2. The method for recognizing actions of an unsupervised skeleton based on a cyclic graph convolution automatic encoder according to claim 1, wherein the training step of the cyclic graph convolution encoder comprises

A1, inputting a training action sequence set to a cyclic graph convolution encoder so as to obtain a characterization vector of an action sequence;

a2, inputting the characterization vector and the hidden layer vector of the action sequence to a decoder, and performing sequence restoration to obtain a reconstructed action sequence set;

a3, comparing the reconstructed action sequence set with the training action sequence set, and calculating a loss function value through a reconstruction loss function;

repeating the steps A1 to A3 until the loss function value reaches the preset cut-off condition.

3. The method for recognizing the actions of the unsupervised skeleton based on the automatic loop-chart convolution encoder according to claim 2, wherein the hidden layer vector is a vector with a value of zero and the same length as the action sequence of the human skeleton.

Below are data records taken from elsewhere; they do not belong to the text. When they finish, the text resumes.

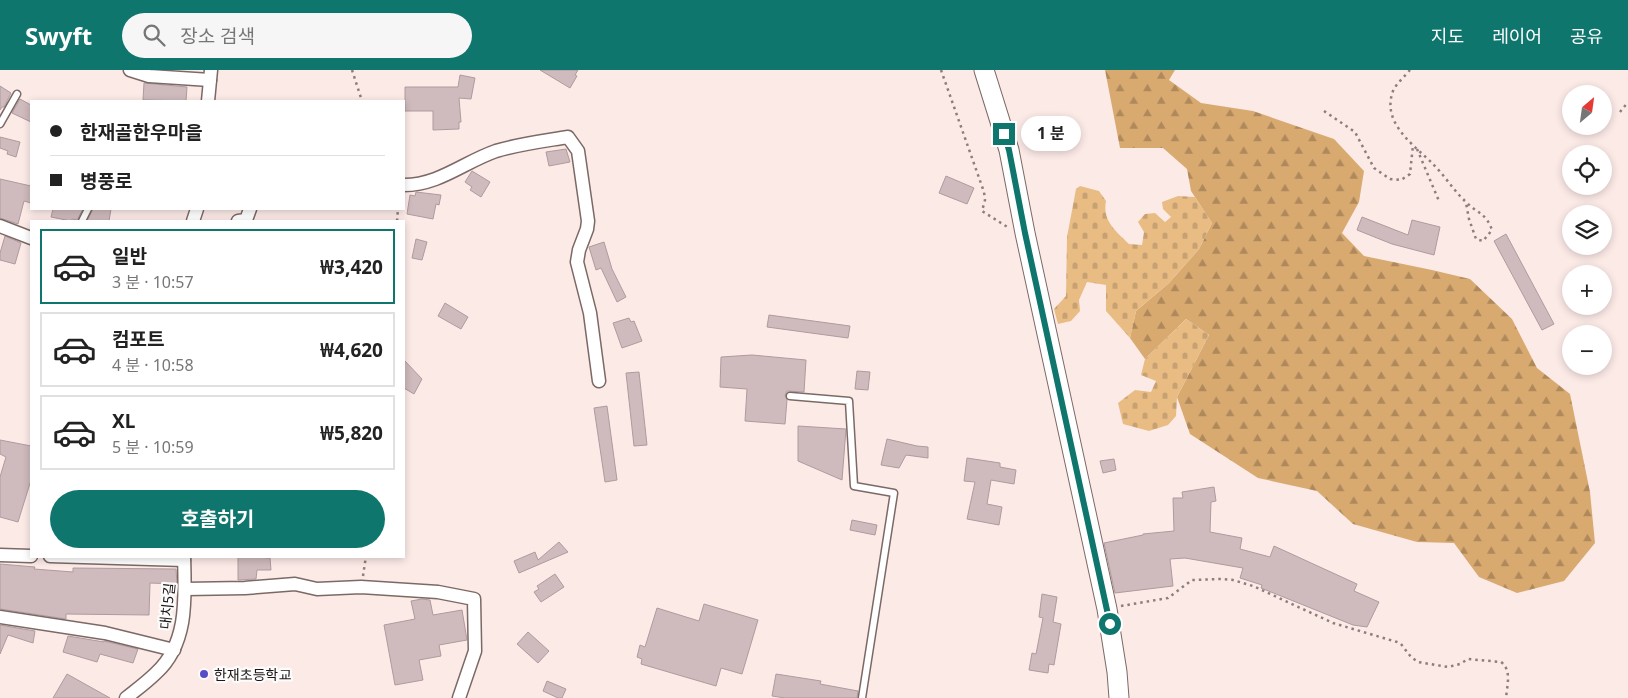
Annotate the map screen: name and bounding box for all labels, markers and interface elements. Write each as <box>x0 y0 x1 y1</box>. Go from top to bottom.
search box <box>122 13 472 58</box>
text: Swyft <box>25 19 92 52</box>
icon: search <box>140 21 168 49</box>
text: 장소 검색 <box>180 23 255 49</box>
text: 지도 <box>1431 24 1464 48</box>
text: 레이어 <box>1492 24 1542 48</box>
text: 공유 <box>1570 24 1603 48</box>
north arrow <box>1562 85 1612 135</box>
map controls <box>1562 85 1612 375</box>
callout: 1 분 <box>1022 116 1082 152</box>
text: 한재골한우마을 <box>80 119 202 145</box>
text: 1 분 <box>1037 122 1065 144</box>
route end <box>993 123 1015 145</box>
button: locate <box>1562 145 1612 195</box>
text: 병풍로 <box>80 168 132 194</box>
button: layers <box>1562 205 1612 255</box>
text: 일반 <box>112 243 147 269</box>
icon: car <box>52 244 97 289</box>
text: ₩3,420 <box>320 254 383 280</box>
button: + <box>1562 265 1612 315</box>
text: 3 분 · 10:57 <box>112 271 194 293</box>
button: − <box>1562 325 1612 375</box>
text: 컴포트 <box>112 326 164 352</box>
icon: car <box>52 327 97 372</box>
text: ₩4,620 <box>320 337 383 363</box>
text: 4 분 · 10:58 <box>112 354 194 376</box>
text: XL <box>112 408 135 434</box>
icon: car <box>52 410 97 455</box>
text: ₩5,820 <box>320 420 383 446</box>
text: 5 분 · 10:59 <box>112 436 194 458</box>
button: 호출하기 <box>50 490 385 548</box>
street label: 대치5길 <box>155 582 179 630</box>
route start <box>1099 613 1121 635</box>
place label: 한재초등학교 <box>214 665 291 684</box>
marker: 한재초등학교 <box>198 668 210 680</box>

4. The method for recognizing the actions of the unsupervised skeleton based on the automatic loop-chart convolution encoder according to claim 2, wherein the expression of the reconstruction loss function is:

in the method, in the process of the invention,representing training action sequence set,/->Representing a set of reconstructed action sequences, I.I _F Representing the Frobenius norm and L representing the loss function value.

5. The method for recognizing actions of an unsupervised skeleton based on a cyclic graph convolution automatic encoder according to claim 2, wherein the cyclic graph convolution encoder is trained by a gradient descent method.

6. The method for recognizing actions of an unsupervised skeleton based on a loop-based convolution automatic encoder according to claim 1, wherein the spatial joint attention module and the loop-based convolution gating loop unit layer are three layers.

7. The method for recognizing the actions of the unsupervised skeleton based on the automatic loop-chart convolution encoder according to claim 1, wherein in the weighted nearest neighbor classification algorithm, k is a set value after k nearest samples are obtained, the number of votes in each category is calculated, and recognition results are obtained through weighted voting, wherein the calculation expression of the weight is:

wherein w is _i And d _i The voting weights and cosine distances of the samples i are shown, respectively.